Available records →
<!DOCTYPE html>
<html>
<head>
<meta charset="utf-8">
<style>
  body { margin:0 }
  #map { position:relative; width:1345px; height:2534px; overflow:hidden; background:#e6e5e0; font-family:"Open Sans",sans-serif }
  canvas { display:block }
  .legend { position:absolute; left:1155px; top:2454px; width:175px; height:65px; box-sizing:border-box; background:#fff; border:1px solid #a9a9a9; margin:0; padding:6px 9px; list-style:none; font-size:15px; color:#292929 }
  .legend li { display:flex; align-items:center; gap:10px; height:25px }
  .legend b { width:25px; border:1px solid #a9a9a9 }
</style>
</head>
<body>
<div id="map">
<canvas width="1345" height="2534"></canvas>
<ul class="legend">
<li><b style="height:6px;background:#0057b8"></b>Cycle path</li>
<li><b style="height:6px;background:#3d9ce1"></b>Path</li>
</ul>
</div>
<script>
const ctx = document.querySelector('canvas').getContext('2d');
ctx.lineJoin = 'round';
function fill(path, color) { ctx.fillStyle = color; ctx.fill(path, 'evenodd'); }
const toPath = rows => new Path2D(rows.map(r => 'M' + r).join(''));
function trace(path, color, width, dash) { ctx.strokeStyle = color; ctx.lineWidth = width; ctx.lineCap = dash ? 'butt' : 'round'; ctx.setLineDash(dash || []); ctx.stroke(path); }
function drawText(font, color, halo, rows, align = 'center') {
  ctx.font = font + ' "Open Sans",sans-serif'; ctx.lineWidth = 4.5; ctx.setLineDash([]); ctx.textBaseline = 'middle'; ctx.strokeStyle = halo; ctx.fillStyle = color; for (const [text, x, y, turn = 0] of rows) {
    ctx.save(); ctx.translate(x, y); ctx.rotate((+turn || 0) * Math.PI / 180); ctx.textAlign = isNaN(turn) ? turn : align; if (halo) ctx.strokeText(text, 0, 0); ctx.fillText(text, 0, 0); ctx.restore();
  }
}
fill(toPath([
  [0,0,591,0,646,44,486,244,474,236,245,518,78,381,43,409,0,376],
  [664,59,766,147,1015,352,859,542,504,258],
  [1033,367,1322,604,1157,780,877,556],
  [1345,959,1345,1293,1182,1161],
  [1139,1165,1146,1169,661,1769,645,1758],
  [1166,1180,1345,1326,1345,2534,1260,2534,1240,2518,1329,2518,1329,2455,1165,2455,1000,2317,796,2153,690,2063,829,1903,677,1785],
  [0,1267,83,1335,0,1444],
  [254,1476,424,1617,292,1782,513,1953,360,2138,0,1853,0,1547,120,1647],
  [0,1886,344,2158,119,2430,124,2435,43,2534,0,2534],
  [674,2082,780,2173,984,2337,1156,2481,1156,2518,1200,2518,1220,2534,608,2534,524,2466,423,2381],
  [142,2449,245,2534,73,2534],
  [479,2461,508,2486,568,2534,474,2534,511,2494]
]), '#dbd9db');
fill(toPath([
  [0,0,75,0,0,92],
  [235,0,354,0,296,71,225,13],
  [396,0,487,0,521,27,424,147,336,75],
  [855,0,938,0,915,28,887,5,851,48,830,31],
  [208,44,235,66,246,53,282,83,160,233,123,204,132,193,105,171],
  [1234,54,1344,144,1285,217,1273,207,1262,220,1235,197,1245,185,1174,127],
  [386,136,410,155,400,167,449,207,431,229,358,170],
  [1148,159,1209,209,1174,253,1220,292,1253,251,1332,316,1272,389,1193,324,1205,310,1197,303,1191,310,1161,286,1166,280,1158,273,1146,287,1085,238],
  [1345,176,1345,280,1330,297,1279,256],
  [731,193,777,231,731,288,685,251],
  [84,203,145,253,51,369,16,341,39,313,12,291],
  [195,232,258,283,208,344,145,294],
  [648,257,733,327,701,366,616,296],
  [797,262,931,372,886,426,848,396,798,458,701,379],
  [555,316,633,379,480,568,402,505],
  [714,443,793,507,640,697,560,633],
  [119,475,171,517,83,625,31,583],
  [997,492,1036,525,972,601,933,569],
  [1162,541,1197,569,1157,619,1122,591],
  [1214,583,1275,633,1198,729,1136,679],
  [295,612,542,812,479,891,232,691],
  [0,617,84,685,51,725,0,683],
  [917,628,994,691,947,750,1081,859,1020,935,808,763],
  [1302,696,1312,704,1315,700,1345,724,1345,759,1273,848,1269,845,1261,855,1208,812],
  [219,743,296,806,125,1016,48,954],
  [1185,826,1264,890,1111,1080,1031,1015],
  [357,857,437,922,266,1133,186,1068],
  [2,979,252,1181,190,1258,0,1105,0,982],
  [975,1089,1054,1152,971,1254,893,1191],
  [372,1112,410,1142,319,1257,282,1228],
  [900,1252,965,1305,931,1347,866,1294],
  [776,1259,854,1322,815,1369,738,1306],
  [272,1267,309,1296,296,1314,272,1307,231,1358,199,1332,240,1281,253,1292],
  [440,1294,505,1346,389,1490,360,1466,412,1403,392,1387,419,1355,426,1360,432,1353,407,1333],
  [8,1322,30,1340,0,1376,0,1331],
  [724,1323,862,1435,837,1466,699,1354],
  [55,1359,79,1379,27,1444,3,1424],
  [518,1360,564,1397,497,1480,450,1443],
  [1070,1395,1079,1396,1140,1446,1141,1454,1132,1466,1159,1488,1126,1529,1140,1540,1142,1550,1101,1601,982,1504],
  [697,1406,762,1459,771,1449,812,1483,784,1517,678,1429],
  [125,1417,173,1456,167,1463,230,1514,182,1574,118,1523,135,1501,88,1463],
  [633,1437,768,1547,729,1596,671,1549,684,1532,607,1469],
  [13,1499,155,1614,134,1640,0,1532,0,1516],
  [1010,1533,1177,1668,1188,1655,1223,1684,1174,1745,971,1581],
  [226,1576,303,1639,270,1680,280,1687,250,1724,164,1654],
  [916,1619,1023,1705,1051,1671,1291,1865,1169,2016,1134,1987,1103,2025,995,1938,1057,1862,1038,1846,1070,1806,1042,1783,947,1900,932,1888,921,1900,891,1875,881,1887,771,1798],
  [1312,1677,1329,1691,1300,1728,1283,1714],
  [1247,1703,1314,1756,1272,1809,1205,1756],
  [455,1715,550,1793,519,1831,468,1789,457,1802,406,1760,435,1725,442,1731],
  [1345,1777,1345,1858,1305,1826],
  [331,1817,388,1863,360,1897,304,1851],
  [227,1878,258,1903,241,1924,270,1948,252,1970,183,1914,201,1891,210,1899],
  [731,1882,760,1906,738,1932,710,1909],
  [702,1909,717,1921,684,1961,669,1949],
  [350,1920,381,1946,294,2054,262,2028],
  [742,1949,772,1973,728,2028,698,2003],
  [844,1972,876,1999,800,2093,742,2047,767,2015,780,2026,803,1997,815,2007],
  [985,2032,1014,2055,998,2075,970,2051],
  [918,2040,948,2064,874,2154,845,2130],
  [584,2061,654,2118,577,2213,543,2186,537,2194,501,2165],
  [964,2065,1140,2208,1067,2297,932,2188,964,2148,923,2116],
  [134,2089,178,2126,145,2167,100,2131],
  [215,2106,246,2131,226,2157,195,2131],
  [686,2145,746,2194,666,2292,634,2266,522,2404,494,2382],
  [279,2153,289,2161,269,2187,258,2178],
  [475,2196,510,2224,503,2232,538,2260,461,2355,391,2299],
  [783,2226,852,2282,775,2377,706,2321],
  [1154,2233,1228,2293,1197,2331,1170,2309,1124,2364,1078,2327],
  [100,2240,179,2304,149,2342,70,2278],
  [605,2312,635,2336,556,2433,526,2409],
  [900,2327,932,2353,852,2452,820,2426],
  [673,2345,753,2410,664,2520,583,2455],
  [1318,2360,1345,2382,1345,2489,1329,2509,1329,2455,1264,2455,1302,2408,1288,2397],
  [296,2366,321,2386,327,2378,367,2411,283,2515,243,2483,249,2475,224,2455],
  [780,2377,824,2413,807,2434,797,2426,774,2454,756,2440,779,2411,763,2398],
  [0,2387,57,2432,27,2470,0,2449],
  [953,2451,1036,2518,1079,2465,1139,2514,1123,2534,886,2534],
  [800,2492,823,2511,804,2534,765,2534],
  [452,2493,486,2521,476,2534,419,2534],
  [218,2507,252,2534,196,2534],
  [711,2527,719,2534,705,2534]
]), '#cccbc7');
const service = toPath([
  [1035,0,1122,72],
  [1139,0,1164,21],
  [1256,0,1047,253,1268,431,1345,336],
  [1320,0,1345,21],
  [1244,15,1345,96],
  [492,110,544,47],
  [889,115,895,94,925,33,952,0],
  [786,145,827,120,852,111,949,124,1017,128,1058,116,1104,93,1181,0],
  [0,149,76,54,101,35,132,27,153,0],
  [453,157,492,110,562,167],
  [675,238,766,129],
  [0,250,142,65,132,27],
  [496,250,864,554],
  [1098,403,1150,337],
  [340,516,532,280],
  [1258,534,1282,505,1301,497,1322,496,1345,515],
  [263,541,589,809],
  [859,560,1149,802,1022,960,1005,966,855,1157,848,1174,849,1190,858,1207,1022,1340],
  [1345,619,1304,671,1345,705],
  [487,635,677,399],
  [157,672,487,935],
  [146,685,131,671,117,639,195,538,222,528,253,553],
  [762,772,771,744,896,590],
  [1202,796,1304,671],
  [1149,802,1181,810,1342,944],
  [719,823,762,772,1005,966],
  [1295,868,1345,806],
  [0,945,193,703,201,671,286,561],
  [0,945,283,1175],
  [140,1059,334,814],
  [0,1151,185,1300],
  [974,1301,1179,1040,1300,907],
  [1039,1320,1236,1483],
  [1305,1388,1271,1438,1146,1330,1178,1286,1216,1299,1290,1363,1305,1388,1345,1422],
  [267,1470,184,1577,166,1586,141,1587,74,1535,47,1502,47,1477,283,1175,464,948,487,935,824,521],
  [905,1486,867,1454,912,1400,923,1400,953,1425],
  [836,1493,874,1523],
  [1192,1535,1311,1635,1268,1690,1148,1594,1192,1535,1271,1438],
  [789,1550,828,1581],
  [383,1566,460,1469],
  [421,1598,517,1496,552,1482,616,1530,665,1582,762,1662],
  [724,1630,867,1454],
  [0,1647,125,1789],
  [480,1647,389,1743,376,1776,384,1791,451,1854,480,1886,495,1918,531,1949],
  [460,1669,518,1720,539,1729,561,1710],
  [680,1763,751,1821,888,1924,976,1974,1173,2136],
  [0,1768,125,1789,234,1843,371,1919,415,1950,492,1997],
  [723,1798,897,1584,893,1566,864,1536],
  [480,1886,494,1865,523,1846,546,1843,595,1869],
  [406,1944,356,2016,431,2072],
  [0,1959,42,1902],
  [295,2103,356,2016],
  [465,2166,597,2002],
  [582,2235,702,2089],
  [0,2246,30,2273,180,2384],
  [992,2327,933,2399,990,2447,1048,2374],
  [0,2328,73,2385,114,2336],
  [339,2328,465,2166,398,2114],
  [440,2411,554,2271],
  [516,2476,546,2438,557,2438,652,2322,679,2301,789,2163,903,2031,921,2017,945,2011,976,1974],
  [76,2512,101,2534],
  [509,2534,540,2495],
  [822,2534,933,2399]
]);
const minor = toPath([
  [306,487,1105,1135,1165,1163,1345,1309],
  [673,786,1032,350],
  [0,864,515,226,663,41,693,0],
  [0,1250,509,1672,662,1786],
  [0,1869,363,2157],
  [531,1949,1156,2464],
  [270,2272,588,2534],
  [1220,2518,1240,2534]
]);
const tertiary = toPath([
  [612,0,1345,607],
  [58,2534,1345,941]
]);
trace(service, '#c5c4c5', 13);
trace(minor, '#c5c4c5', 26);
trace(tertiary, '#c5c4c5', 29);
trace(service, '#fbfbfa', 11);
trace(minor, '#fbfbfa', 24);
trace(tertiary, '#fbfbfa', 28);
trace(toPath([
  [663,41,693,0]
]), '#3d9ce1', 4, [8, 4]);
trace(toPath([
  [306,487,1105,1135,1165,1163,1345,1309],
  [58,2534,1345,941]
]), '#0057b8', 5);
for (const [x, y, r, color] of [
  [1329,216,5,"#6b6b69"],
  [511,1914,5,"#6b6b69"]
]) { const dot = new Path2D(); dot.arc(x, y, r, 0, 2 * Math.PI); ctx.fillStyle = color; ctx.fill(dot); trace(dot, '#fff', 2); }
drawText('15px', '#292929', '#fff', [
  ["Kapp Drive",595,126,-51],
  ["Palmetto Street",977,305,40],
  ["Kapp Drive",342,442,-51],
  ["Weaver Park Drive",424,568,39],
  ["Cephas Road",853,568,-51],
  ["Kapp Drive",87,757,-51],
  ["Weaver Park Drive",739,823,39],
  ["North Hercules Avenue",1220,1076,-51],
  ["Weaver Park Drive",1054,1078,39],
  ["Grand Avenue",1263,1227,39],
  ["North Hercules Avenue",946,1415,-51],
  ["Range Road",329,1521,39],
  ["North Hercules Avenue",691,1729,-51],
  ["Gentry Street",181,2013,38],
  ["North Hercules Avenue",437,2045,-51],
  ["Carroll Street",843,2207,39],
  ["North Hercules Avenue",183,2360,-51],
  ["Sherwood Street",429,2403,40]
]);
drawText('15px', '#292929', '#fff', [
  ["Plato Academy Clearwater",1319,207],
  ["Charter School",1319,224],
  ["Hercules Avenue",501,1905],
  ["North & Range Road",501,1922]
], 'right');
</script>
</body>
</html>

Activity → A single figure is the whole answer: the number of lines in the material above that contain "canvas".

Solution → 3